» **What to work on**: Look for the word "green" in the entries below, then copy every line that has it.

(Data entries)
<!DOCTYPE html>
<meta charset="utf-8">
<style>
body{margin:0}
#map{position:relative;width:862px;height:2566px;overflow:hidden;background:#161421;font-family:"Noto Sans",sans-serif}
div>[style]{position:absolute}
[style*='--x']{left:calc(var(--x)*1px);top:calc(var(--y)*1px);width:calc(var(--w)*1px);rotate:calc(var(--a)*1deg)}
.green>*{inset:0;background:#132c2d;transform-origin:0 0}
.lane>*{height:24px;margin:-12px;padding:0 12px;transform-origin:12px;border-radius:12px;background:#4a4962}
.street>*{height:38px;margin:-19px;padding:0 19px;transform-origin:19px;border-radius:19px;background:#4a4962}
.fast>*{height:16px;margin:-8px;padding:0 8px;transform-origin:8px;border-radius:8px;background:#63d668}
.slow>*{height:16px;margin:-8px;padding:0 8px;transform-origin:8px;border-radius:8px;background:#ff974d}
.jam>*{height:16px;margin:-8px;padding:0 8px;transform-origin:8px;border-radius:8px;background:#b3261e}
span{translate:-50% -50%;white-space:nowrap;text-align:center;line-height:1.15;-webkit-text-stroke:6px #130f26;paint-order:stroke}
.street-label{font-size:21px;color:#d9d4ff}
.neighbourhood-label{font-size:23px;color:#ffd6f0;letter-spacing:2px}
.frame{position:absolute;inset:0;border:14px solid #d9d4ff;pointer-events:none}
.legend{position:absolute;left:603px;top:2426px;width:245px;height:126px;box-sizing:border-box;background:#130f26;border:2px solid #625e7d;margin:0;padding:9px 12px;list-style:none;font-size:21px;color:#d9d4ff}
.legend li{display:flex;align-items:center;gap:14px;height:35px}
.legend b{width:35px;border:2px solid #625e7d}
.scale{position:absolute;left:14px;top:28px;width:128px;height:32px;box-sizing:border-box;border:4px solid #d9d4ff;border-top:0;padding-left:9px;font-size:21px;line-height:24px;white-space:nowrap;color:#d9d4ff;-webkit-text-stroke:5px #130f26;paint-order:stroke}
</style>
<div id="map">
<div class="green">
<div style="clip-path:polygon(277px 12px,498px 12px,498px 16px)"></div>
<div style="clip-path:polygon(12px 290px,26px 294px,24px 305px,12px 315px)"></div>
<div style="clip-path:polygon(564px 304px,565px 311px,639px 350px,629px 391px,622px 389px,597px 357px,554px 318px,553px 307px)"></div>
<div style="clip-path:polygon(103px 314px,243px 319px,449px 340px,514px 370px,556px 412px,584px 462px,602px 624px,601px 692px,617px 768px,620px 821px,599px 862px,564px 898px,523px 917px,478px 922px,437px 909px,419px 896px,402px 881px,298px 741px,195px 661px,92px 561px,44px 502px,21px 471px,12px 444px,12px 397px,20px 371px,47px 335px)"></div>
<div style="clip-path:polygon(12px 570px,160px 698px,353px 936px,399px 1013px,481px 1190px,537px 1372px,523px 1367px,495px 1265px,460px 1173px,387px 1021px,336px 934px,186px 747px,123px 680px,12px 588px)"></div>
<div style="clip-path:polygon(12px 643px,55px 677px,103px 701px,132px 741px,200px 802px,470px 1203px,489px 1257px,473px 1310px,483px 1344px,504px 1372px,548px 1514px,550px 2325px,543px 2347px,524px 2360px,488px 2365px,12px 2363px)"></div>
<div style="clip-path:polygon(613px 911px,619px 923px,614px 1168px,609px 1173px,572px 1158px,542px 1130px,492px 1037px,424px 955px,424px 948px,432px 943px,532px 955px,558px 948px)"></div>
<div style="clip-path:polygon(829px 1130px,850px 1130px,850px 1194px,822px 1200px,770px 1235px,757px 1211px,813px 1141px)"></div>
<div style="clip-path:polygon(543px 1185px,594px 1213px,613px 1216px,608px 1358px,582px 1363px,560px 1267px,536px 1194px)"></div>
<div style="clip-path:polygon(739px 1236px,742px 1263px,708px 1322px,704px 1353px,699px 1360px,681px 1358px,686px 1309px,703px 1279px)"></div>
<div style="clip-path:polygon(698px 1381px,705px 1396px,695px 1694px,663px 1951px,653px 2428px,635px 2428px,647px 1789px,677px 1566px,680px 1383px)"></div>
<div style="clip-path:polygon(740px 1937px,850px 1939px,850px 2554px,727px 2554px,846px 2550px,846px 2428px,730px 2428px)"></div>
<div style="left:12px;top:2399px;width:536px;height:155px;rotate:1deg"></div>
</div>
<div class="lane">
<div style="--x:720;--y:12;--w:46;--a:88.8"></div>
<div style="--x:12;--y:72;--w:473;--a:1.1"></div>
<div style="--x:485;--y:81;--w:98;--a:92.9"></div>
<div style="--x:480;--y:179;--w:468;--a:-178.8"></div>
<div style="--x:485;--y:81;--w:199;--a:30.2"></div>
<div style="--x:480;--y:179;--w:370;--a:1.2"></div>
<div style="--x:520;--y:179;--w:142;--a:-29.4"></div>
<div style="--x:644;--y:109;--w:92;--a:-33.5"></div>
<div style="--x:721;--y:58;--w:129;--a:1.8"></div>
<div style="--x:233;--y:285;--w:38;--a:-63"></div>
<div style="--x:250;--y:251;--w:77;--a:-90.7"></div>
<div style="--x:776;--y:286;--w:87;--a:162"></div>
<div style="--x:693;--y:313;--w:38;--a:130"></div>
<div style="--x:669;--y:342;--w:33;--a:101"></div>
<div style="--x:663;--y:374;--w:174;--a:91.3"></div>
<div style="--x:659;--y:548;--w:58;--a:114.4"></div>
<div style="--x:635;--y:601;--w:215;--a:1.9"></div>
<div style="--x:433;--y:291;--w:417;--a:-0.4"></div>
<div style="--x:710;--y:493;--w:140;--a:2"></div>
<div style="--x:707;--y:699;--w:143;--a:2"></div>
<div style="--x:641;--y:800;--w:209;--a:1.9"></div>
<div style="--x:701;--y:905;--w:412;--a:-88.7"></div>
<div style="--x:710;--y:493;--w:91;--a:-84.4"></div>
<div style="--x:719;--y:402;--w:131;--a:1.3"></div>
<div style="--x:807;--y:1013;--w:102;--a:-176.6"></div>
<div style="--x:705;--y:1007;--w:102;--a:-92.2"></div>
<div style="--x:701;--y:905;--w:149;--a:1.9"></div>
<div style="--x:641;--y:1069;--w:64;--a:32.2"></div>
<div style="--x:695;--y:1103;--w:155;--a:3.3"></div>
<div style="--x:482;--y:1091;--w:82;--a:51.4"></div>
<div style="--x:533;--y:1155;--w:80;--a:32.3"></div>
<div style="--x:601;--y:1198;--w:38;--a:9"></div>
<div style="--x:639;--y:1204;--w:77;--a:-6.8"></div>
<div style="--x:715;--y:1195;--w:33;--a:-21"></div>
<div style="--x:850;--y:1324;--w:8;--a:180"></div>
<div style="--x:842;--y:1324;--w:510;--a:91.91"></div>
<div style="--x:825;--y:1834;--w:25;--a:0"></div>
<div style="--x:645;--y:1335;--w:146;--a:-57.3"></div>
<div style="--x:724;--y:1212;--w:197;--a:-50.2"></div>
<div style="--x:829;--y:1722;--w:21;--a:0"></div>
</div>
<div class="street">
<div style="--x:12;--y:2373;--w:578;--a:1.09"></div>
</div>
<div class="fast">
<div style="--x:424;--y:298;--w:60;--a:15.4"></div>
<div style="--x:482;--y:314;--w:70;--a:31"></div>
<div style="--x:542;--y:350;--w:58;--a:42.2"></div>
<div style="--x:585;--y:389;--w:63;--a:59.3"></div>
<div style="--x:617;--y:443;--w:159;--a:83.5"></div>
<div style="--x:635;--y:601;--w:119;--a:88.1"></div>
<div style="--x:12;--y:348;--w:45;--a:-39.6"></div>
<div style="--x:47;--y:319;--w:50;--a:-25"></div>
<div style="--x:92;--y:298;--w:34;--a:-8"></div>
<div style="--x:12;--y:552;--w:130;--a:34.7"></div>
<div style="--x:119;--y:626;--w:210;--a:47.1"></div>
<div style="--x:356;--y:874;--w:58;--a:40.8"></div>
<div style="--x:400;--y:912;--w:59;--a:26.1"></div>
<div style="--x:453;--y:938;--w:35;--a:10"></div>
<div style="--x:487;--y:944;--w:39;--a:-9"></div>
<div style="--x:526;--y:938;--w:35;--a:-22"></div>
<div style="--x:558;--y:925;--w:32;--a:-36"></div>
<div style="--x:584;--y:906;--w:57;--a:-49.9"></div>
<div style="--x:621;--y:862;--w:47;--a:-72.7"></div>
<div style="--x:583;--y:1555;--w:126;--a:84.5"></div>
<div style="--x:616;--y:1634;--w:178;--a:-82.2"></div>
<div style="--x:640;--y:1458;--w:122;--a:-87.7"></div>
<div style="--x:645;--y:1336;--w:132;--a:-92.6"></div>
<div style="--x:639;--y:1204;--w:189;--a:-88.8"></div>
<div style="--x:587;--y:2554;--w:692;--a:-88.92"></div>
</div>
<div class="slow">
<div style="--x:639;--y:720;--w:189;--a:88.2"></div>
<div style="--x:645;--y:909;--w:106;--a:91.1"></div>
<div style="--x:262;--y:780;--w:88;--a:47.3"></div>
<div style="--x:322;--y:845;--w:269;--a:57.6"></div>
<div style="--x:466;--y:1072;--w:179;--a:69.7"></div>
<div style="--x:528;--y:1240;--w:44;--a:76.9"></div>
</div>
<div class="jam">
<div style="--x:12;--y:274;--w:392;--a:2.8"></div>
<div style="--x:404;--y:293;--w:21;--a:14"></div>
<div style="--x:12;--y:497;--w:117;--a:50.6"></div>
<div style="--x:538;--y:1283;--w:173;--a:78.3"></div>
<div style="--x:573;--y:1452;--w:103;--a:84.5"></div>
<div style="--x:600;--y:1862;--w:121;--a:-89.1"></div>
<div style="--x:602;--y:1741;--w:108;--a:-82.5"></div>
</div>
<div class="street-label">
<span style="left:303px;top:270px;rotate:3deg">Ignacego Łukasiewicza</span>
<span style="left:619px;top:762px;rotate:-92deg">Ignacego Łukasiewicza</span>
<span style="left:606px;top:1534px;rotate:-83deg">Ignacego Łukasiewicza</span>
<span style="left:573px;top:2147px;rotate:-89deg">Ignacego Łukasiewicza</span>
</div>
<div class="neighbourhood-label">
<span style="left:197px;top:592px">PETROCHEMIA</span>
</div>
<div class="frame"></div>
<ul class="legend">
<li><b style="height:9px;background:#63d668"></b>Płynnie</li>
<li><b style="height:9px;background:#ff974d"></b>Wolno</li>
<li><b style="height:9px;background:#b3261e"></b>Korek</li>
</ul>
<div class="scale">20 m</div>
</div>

» **Problem solution**:
.green>*{inset:0;background:#132c2d;transform-origin:0 0}
<div class="green">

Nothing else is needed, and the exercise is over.